Fig. 9. CML evolution and mechanisms of TFR after the second discontinuation of imatinib treatment in virtual patients.

a Dynamics of PBLC ratio (R_PBLC) for 10 virtual patients. b Molecular relapse-free survival curves of patients. c LSPC percentage and TME index when stopping imatinib treatment for the first time. Blue dots represent the data for TFR patients after the first imatinib discontinuation; cyan dots represent patients with CML relapse after the first imatinib discontinuation but TFR after the second imatinib discontinuation; red dots represent relapsed patients after both the first and second imatinib discontinuations. d LSPC percentage and TME index when stopping imatinib treatment for the second time. Cyan dots represent the data for TFR patients after the second imatinib discontinuation; red dots represent relapsed patients after the second imatinib discontinuation. In all the simulations, virtual patients started imatinib treatment randomly when 5% < R_PBLC < 25%, stopped imatinib treatment at R_stop = 0.01% of PBLC percentage level for the first time, restarted treatment when R_PBLC ≥ 10%, and then stopped imatinib therapy again at R_stop = 0.01% of PBLC percentage level.

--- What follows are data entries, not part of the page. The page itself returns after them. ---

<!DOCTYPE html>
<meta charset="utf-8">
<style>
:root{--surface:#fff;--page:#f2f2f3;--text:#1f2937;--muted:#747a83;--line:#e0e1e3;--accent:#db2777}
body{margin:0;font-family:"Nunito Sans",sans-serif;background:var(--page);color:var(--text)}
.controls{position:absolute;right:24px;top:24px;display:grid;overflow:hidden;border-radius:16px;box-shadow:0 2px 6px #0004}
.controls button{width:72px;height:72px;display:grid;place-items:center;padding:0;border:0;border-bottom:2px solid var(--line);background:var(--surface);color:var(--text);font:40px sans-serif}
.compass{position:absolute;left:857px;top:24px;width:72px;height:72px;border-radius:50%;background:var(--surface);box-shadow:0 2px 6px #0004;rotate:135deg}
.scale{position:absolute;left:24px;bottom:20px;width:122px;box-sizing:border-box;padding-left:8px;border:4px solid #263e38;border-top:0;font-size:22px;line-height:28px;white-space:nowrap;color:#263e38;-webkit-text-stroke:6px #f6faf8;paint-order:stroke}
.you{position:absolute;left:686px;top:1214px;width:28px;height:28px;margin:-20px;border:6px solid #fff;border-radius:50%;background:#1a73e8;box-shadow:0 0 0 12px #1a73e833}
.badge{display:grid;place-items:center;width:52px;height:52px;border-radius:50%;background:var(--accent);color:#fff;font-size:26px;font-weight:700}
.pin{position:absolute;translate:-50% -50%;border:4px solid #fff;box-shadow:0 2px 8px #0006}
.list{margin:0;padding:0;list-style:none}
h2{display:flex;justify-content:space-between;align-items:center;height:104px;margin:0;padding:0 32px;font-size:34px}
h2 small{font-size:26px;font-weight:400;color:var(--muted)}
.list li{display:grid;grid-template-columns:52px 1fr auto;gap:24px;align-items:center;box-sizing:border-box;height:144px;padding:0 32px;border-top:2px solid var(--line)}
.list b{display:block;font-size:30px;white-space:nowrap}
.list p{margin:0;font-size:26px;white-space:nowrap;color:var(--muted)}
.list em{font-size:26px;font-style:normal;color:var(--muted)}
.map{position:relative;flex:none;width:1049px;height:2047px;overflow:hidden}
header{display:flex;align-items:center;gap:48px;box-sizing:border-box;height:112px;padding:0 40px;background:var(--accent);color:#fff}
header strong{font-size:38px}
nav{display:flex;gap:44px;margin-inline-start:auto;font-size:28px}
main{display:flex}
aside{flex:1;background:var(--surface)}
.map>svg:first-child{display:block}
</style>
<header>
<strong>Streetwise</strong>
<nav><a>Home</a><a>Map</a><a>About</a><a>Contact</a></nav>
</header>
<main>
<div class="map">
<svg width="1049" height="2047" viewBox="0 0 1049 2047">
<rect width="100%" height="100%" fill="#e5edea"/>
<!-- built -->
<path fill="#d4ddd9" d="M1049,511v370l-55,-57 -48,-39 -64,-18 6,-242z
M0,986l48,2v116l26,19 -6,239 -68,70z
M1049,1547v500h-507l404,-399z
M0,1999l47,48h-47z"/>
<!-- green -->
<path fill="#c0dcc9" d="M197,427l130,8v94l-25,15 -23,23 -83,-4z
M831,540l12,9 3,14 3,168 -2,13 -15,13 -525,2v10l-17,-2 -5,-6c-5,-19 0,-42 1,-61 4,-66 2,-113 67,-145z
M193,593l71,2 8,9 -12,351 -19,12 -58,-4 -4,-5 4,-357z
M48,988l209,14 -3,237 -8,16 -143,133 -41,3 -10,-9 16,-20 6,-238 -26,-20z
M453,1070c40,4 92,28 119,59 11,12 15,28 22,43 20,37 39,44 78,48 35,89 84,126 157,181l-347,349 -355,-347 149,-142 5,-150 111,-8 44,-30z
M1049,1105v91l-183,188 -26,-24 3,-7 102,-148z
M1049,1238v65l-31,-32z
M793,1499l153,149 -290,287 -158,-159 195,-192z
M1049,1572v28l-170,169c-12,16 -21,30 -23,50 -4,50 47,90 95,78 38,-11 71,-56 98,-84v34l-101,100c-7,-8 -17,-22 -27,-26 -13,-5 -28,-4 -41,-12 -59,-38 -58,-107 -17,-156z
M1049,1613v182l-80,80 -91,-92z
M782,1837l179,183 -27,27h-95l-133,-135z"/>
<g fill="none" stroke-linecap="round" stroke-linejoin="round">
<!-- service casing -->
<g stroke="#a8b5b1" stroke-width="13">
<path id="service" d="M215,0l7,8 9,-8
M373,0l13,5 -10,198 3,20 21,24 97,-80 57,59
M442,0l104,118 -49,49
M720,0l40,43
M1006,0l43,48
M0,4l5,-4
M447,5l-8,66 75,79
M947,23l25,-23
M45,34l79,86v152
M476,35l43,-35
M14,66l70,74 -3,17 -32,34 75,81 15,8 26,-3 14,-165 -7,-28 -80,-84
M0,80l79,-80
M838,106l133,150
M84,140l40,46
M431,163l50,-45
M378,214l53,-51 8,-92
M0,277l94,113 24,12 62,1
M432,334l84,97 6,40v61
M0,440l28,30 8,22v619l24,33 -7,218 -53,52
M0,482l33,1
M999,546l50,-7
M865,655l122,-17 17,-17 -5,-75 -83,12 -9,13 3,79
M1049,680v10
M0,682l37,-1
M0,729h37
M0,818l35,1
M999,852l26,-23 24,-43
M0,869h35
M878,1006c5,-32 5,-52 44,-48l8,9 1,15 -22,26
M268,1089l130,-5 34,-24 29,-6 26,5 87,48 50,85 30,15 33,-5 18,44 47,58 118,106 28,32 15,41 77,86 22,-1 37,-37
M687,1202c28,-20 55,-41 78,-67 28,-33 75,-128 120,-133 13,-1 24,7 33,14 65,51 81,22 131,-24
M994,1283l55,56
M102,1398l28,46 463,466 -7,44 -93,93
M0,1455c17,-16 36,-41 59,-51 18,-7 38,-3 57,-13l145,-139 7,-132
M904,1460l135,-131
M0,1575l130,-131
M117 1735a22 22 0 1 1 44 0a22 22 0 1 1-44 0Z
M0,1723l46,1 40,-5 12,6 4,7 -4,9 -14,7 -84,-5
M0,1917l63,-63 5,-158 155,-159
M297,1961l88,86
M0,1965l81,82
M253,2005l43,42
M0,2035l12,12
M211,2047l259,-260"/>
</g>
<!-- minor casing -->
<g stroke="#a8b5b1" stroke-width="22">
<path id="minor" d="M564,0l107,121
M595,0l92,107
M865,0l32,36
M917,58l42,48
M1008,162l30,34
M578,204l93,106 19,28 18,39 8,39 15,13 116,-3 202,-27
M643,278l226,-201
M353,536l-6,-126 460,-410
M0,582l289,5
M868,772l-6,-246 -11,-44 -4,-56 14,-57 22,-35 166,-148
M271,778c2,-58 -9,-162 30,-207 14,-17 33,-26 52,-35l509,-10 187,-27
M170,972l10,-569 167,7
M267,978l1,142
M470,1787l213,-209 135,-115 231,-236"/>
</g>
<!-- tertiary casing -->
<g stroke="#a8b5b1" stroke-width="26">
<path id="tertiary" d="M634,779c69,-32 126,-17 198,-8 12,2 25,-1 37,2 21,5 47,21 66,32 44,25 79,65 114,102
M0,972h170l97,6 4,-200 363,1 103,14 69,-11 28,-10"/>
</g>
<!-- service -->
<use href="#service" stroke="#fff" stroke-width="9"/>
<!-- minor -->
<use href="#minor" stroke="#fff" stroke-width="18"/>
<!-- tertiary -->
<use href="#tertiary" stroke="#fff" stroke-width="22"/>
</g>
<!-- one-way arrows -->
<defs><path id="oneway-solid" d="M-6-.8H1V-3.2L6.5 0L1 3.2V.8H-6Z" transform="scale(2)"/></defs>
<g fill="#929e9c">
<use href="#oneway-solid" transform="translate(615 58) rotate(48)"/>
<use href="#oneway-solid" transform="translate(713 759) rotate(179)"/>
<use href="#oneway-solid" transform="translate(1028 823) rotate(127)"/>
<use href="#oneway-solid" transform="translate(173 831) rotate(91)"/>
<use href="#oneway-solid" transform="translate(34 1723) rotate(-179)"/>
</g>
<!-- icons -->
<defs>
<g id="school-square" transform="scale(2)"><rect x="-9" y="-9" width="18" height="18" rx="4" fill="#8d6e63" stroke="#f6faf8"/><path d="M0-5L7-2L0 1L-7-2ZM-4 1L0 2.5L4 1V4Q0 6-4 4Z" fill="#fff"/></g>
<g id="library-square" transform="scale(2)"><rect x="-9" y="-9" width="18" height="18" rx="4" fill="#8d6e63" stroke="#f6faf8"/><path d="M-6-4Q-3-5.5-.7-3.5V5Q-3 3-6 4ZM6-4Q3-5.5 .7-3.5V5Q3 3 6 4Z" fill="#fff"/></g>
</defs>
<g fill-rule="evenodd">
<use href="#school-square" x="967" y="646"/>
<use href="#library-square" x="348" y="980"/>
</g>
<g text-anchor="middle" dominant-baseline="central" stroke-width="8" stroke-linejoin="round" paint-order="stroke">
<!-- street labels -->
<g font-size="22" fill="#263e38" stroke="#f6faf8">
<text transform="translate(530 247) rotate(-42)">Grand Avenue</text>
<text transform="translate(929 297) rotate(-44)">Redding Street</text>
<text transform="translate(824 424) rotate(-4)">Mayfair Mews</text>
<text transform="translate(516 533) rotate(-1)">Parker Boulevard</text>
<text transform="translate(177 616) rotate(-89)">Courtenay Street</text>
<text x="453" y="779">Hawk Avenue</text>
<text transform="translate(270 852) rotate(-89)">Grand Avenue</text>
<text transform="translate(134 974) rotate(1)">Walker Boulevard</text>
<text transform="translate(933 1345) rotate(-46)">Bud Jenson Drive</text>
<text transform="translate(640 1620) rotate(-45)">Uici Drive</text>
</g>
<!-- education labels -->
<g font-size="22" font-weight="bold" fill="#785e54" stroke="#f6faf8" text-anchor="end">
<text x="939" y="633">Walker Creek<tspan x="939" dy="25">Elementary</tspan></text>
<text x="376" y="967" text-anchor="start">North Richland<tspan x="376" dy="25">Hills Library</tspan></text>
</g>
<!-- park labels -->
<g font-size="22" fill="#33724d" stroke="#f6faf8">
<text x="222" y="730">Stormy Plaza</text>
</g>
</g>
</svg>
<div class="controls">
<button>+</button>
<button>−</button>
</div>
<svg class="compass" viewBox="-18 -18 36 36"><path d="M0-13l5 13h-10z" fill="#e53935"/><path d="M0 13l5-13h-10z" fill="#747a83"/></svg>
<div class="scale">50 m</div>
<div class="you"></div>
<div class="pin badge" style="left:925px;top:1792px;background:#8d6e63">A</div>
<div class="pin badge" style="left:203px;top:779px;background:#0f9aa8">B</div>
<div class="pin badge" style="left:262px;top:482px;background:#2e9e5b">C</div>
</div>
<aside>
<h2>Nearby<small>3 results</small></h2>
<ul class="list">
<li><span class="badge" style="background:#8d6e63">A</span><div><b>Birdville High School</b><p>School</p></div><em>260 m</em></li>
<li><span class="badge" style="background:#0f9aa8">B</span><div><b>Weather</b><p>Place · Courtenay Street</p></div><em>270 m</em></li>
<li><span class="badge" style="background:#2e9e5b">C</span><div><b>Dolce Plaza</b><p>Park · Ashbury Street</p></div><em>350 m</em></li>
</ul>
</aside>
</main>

Fig. 10. Evolution of PBLC ratio distribution after TKI treatment discontinuation for virtual patients.

Four-row panels show the distributions of PBLC ratios at 1, 3, 5, and 7 years after TKI treatment discontinuation for virtual patients with dynamically changed TME based on the proposed random differential equation model (TME(t)), or constant TME with TME = 0, 0.1, and 0.15, respectively. Here, t_stop indicates the time point of TKI discontinuation. The mortalities of virtual patients were ignored in model simulations. The distributions are calculated from 1000 samples for each case.